US Dollar rises as markets turn cautious ahead of Fed


  • The Dollar Index gains traction, hitting a fresh weekly high above 108.00 as market sentiment deteriorates.
  • US Durable Goods Orders disappointed, declining by 2.2% in December, missing expectations for a 0.8% increase.
  • Treasury Secretary Scott Bessent proposed gradual tariffs, but Trump pushed for higher, uniform rates, spooking investors.
  • Consumer Confidence in January fell to 104.1 from December’s 109.5, reflecting growing concerns over the economic outlook.

The US Dollar Index (DXY), which measures the value of the US Dollar against a basket of currencies, extended its gains on Tuesday, consolidating above the psychological 108.00 level. Market sentiment soured after renewed concerns over tariffs and weak US economic data, including lower-than-expected Durable Goods Orders and declining Consumer Confidence. Despite these headwinds, the DXY managed to hold above its recent lows, signaling some resilience.

Daily digest market movers: US Dollar gains despite weak economic data

  • Treasury Secretary Scott Bessent proposed incremental tariffs on all US imports, starting at 2.5%, triggering risk aversion in markets.
  • President Trump countered Bessent’s suggestion, demanding significantly higher tariffs, further unsettling global financial markets.
  • The Conference Board’s Consumer Confidence Index fell to 104.1 in January from 109.5 in December, indicating weaker sentiment.
  • Durable Goods Orders decreased by 2.2% in December, led by a 7.4% drop in transportation equipment, marking another economic setback.
  • Excluding transportation, new orders rose modestly by 0.3%, offering limited optimism amidst broader declines.
  • Concerns over overvalued AI shares contributed to a cautious market mood, limiting risk appetite and favoring the US Dollar.
  • Investors now flick their eyes to Wednesday’s Federal Reserve decision, where a hold is already priced in.

DXY technical outlook: Resilience above 108.00, correction risks linger

The Dollar Index showed resilience by reclaiming levels above 108.00, bolstered by renewed safe-haven demand. Technical indicators, however, paint a mixed picture. While the RSI remains below 50, hinting at weak momentum, the MACD shows growing flat bars, signaling sustained bearish pressure.

On the bright side, an upward correction could extend if the downward movement becomes overstretched. Immediate resistance lies at 108.50, while a failure to maintain 108.00 could see the DXY index revisiting support near 107.50.

US-China Trade War FAQs

Generally speaking, a trade war is an economic conflict between two or more countries due to extreme protectionism on one end. It implies the creation of trade barriers, such as tariffs, which result in counter-barriers, escalating import costs, and hence the cost of living.

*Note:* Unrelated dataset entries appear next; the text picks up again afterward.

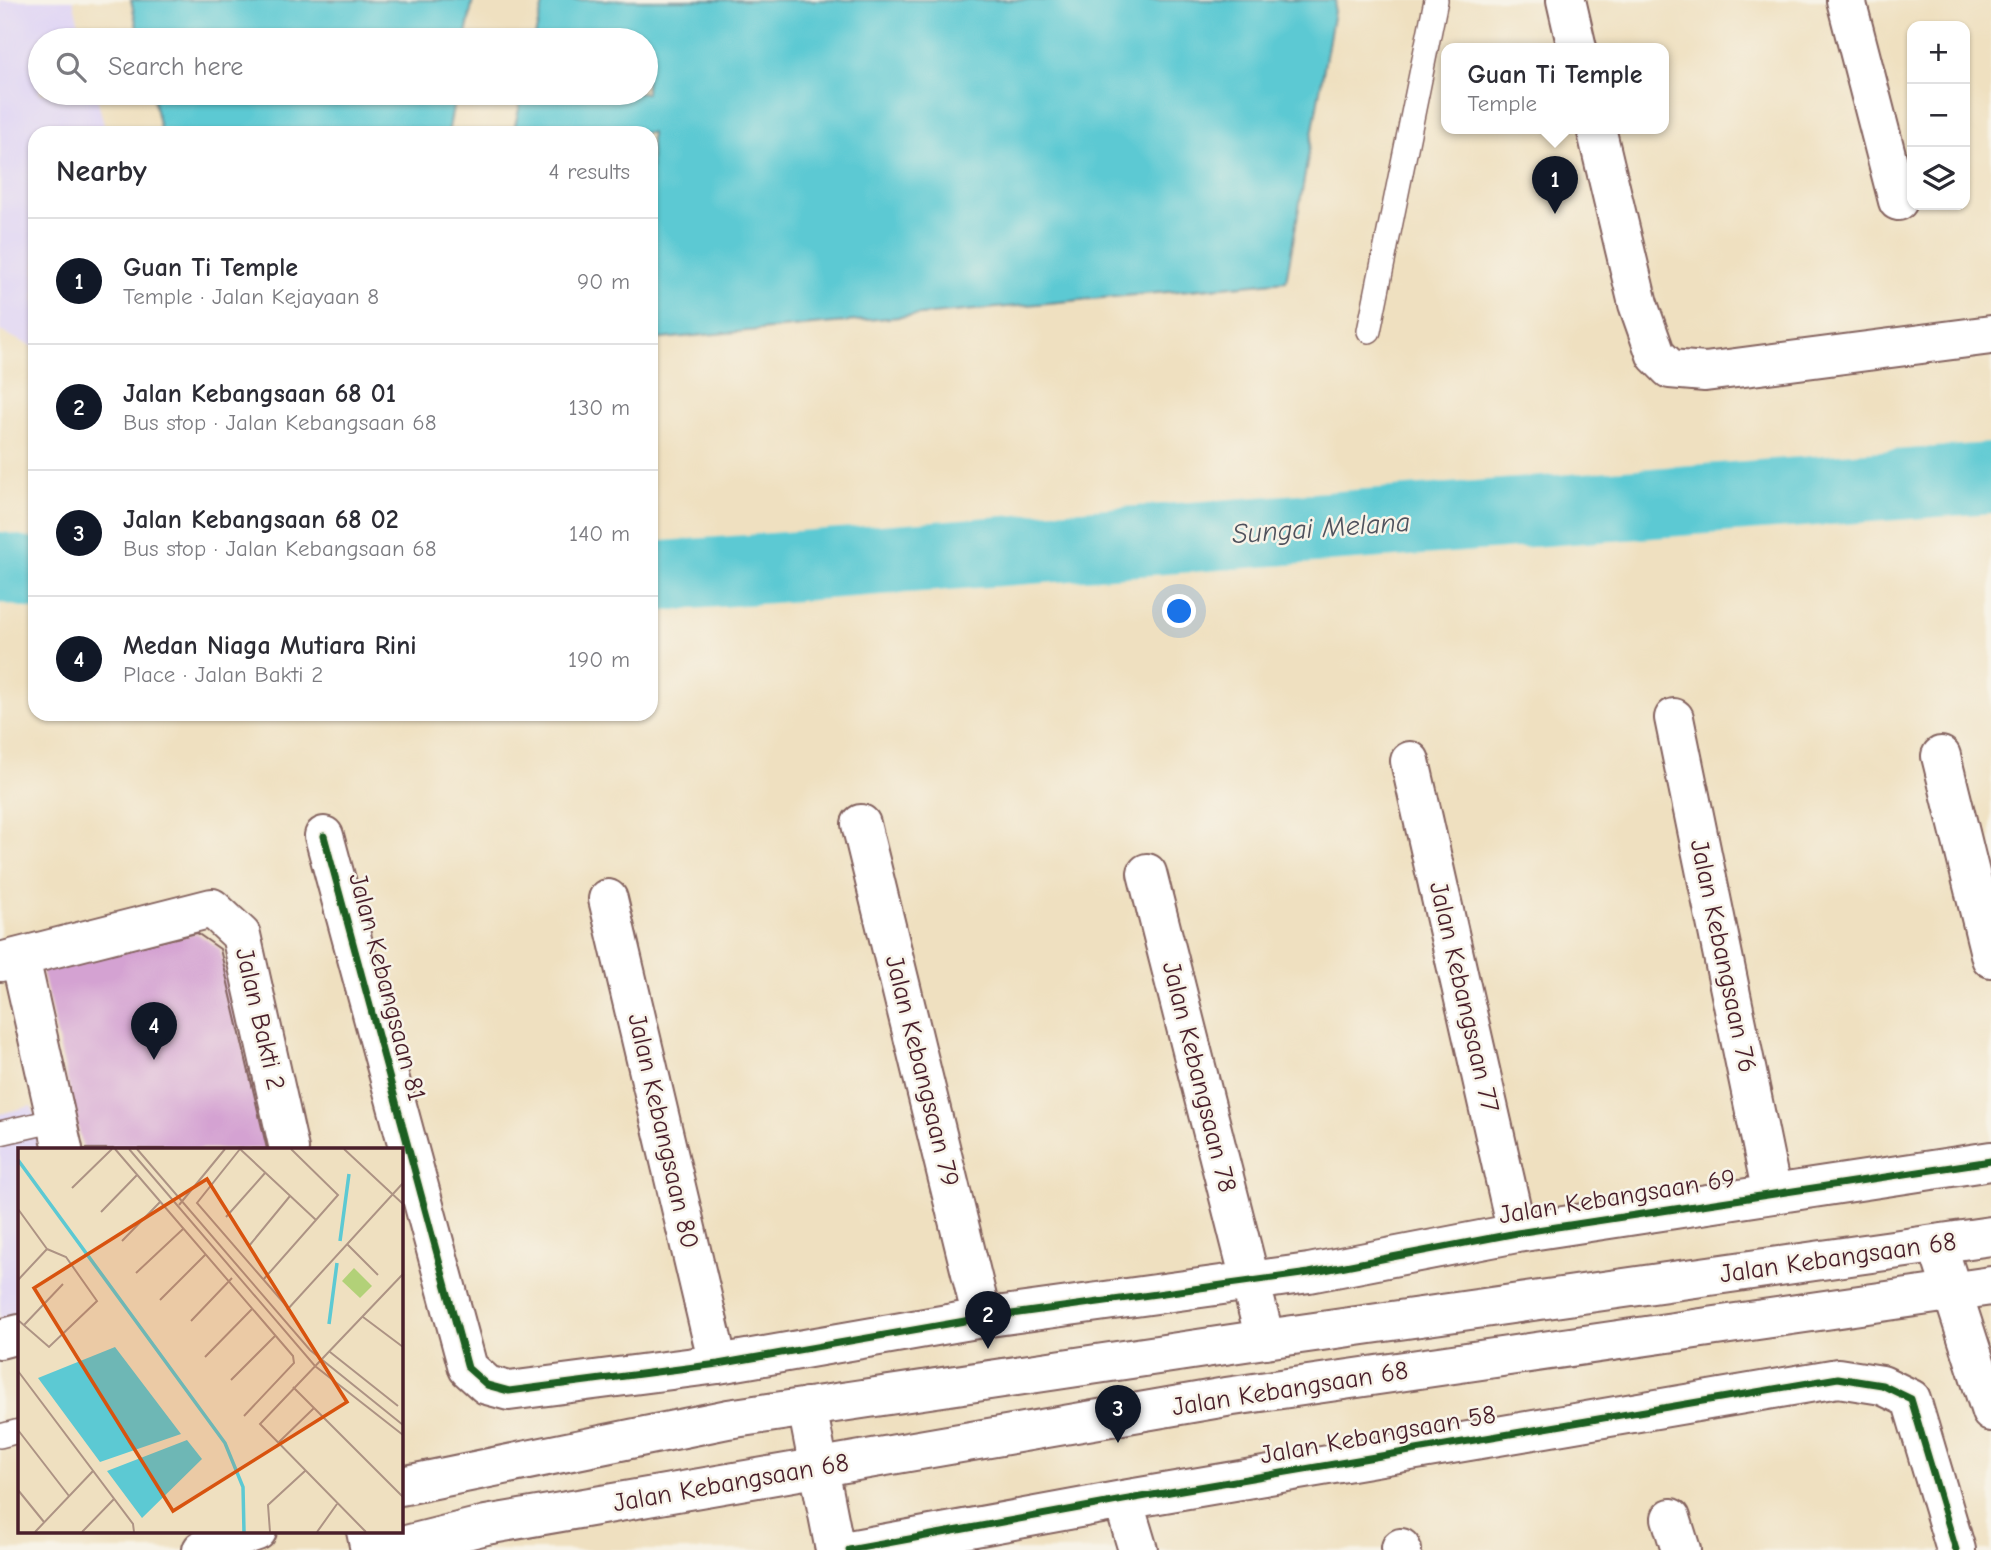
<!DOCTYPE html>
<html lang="en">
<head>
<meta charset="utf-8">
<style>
	:root { --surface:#fff; --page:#f7f7f7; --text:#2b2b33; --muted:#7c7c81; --line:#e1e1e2; --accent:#111827 }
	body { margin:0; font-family:"Comic Neue",sans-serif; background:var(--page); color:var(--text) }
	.controls { position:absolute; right:21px; top:21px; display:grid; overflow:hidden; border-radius:14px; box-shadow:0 2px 5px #0004 }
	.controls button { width:63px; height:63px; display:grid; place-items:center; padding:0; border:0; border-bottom:2px solid var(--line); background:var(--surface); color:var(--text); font:35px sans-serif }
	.you { position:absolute; left:1180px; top:612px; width:24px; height:24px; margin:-18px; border:5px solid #fff; border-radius:50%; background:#1a73e8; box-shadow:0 0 0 10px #1a73e833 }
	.badge { display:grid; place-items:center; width:46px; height:46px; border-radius:50%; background:var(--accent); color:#fff; font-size:23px; font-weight:700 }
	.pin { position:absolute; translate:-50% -58px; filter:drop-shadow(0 2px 4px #0008) }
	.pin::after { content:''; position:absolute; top:37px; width:24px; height:21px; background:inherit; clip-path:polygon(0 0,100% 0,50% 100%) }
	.popup { position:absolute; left:1441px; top:43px; width:228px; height:91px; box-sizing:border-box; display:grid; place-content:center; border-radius:14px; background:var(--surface); filter:drop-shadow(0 2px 5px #0005); font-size:23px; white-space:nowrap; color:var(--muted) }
	.popup b { font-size:26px; color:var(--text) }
	.popup::after { content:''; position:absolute; left:50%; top:100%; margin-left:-14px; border:14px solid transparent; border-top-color:var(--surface) }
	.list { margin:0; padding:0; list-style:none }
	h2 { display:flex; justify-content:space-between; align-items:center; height:91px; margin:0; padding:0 28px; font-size:30px }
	h2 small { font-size:23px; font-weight:400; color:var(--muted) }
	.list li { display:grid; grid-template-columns:46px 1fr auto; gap:21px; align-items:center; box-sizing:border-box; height:126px; padding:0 28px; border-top:2px solid var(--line) }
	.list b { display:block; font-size:26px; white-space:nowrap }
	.list p { margin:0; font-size:23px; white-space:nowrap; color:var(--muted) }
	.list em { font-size:23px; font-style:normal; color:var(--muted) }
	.icon { flex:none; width:38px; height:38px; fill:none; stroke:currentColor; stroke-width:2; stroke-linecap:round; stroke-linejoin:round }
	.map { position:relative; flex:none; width:1991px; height:1550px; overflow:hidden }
	.search { position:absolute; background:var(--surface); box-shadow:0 2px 5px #0004; left:28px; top:28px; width:630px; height:77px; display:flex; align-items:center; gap:18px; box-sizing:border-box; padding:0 24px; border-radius:38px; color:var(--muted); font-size:26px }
	.panel { position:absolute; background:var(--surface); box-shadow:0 2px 5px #0004; left:28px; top:126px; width:630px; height:595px; border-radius:21px }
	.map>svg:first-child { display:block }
</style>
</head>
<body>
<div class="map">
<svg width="1991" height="1550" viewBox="0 0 1991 1550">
	<rect width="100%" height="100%" fill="#f7f3e8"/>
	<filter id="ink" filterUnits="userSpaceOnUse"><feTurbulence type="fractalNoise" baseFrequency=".0143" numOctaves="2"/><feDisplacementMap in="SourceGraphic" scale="14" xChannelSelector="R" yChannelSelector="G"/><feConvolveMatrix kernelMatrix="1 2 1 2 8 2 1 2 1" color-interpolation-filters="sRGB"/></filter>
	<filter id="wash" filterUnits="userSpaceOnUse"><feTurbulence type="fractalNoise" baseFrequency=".00686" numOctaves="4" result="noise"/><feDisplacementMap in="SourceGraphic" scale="28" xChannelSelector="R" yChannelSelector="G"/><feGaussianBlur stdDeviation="1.57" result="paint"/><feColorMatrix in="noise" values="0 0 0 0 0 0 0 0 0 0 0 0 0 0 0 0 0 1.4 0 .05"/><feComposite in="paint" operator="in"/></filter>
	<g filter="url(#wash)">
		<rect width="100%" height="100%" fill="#efe0c0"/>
		<path fill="#dfd4f5" d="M0 0H73L83 40H40V93H96L106 133H35V348L0 331Z
			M31 1106 45 1133 49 1149H19V1318L0 1323V1114Z"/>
		<path fill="#5cc9d3" stroke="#53747f" stroke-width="2" d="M131 0H473L465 40H140Z
			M544 0H1336L1286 281 651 340V133H513L523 93H646V40H534Z
			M152 93H456L448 133H161Z"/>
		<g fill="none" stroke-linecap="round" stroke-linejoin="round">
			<path stroke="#5cc9d3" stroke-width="70" d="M0 567 35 574
				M651 577 1991 478"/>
		</g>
		<g id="blocks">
			<path fill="#d4a2d2" d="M197 933 220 949 267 1149H83L42 970Z"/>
		</g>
	</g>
	<g filter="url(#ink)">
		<use href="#blocks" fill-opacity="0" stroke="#84635f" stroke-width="2"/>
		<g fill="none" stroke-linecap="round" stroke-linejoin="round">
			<defs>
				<path id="service" d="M1369 331 1436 0
					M0 1133 57 1120
					M0 1436 19 1431"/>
				<path id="minor" d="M1566 0 1577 48
					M1846 0 1898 201
					M1596 128 1638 304 1656 355 1670 369 1705 372 1991 335
					M1674 718 1772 1194
					M1941 756 1991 958
					M1410 761 1517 1233
					M861 824 982 1318
					M324 836 468 1368 487 1385 509 1391 718 1364 982 1318 1309 1273 1517 1233 1991 1161
					M1147 873 1265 1339
					M608 899 718 1364
					M20 958 63 1149
					M0 962 212 908 241 935 289 1149
					M1937 1244 1991 1412
					M0 1339 19 1334
					M807 1407 835 1550
					M1123 1500 1138 1550
					M1671 1518 1681 1550
					M366 1531 370 1550
					M1401 1548 1402 1550
					M849 1550 1123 1500 1838 1378 1882 1385 1911 1399 1956 1550"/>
				<path id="tertiary" d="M401 1486 728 1419 1265 1339 1991 1236
					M202 1550 257 1531
					M386 1550 486 1525 1226 1397 1991 1286"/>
			</defs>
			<use href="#service" stroke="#84635f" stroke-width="26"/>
			<use href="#minor" stroke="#84635f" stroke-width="42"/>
			<use href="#tertiary" stroke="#84635f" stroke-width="42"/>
			<use href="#service" stroke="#fff" stroke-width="23"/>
			<use href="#minor" stroke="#fff" stroke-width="38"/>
			<use href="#tertiary" stroke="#fff" stroke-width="38"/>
			<defs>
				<path id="cycleway" d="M324 836 468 1368 487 1385 509 1391 718 1364 982 1318 1309 1273 1517 1233 1991 1161
					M849 1550 1123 1500 1838 1378 1882 1385 1911 1399 1956 1550"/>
			</defs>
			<use href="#cycleway" stroke="#f7f3e8" stroke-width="11"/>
			<use href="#cycleway" stroke="#1b5e20" stroke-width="7"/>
		</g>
	</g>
	<g text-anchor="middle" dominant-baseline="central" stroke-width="5" stroke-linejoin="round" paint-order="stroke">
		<g font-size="26" fill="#4a1f2b" stroke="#f7f3e8">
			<text transform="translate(1723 956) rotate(78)">Jalan Kebangsaan 76</text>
			<text transform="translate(387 987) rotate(75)">Jalan Kebangsaan 81</text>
			<text transform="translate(1464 997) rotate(77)">Jalan Kebangsaan 77</text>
			<text transform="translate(260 1019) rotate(77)">Jalan Bakti 2</text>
			<text transform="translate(922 1071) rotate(76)">Jalan Kebangsaan 79</text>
			<text transform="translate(1199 1077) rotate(76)">Jalan Kebangsaan 78</text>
			<text transform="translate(663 1131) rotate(77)">Jalan Kebangsaan 80</text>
			<text transform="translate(1617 1197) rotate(-9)">Jalan Kebangsaan 69</text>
			<text transform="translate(1838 1258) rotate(-8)">Jalan Kebangsaan 68</text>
			<text transform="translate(1290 1389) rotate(-9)">Jalan Kebangsaan 68</text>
			<text transform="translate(1378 1435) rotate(-10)">Jalan Kebangsaan 58</text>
			<text transform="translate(731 1483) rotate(-10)">Jalan Kebangsaan 68</text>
		</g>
		<g font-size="28" font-style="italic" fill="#4f525d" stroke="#f7f3e8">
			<text transform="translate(1321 528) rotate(-4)">Sungai Melana</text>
		</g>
	</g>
	<g transform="translate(18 1148)">
		<rect width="385" height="385" fill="#efe0c0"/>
		<path d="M336 120 354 138 342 150 324 133Z" fill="#b2d178"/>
		<path d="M97 199 163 286 82 314 20 230ZM169 292 184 311 124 370 89 323Z" fill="#5cc9d3"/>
		<path fill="none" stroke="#5cc9d3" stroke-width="3.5" d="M0 12 207 295 225 339 226 384M322 93 331 26M311 176 319 115"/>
		<path fill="none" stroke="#ad9384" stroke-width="2" d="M97 1 275 208 276 215 226 268M111 1 297 218 385 287M119 1 292 202 385 277M222 1 179 55 271 161M222 1 298 72M326 1 385 56M54 40 94 1M161 57 207 1M0 61 29 101M83 64 119 27M208 69 247 25M104 93 142 54M329 96 360 127M231 98 272 48M118 125 165 81M0 132 29 101M245 132 320 47 273 1M142 152 187 107M269 162 385 35M345 169 385 199M0 172 31 199 79 153 48 109 29 101M173 173 214 130M6 177 45 136M312 204 380 258M187 209 234 161M0 223 115 376 116 384M213 232 258 187M275 239 385 349M0 282 51 348M261 294 296 260M0 342 26 374M17 384 75 323M64 384 96 351M252 384 250 357 287 323M299 384 319 356M348 384 242 276 385 126"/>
		<path fill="#d8530f" fill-opacity="0.15" stroke="#d8530f" stroke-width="3.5" d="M189 31 329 254 155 363 16 140Z"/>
		<rect width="385" height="385" fill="none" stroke="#4a1f2b" stroke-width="3.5"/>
	</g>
</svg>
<div class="controls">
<button>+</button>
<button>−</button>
<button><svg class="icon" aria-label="layers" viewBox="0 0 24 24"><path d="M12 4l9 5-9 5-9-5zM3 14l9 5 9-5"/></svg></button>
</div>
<div class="you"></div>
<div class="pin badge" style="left:1555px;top:214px">1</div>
<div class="popup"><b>Guan Ti Temple</b>Temple</div>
<div class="pin badge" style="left:988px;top:1349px">2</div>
<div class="pin badge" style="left:1118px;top:1443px">3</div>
<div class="pin badge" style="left:154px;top:1060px">4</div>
<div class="search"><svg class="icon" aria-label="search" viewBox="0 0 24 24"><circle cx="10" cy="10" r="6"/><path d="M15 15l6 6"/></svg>Search here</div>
<section class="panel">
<h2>Nearby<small>4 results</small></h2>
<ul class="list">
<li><span class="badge">1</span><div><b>Guan Ti Temple</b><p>Temple · Jalan Kejayaan 8</p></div><em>90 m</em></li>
<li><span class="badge">2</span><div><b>Jalan Kebangsaan 68 01</b><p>Bus stop · Jalan Kebangsaan 68</p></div><em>130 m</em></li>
<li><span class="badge">3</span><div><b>Jalan Kebangsaan 68 02</b><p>Bus stop · Jalan Kebangsaan 68</p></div><em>140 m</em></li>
<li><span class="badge">4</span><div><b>Medan Niaga Mutiara Rini</b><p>Place · Jalan Bakti 2</p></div><em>190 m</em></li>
</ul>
</section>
</div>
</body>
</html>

An economic conflict between the United States (US) and China began early in 2018, when President Donald Trump set trade barriers on China, claiming unfair commercial practices and intellectual property theft from the Asian giant. China took retaliatory action, imposing tariffs on multiple US goods, such as automobiles and soybeans. Tensions escalated until the two countries signed the US-China Phase One trade deal in January 2020. The agreement required structural reforms and other changes to China’s economic and trade regime and pretended to restore stability and trust between the two nations. However, the Coronavirus pandemic took the focus out of the conflict. Yet, it is worth mentioning that President Joe Biden, who took office after Trump, kept tariffs in place and even added some additional levies.

The return of Donald Trump to the White House as the 47th US President has sparked a fresh wave of tensions between the two countries. During the 2024 election campaign, Trump pledged to impose 60% tariffs on China once he returned to office, which he did on January 20, 2025. With Trump back, the US-China trade war is meant to resume where it was left, with tit-for-tat policies affecting the global economic landscape amid disruptions in global supply chains, resulting in a reduction in spending, particularly investment, and directly feeding into the Consumer Price Index inflation.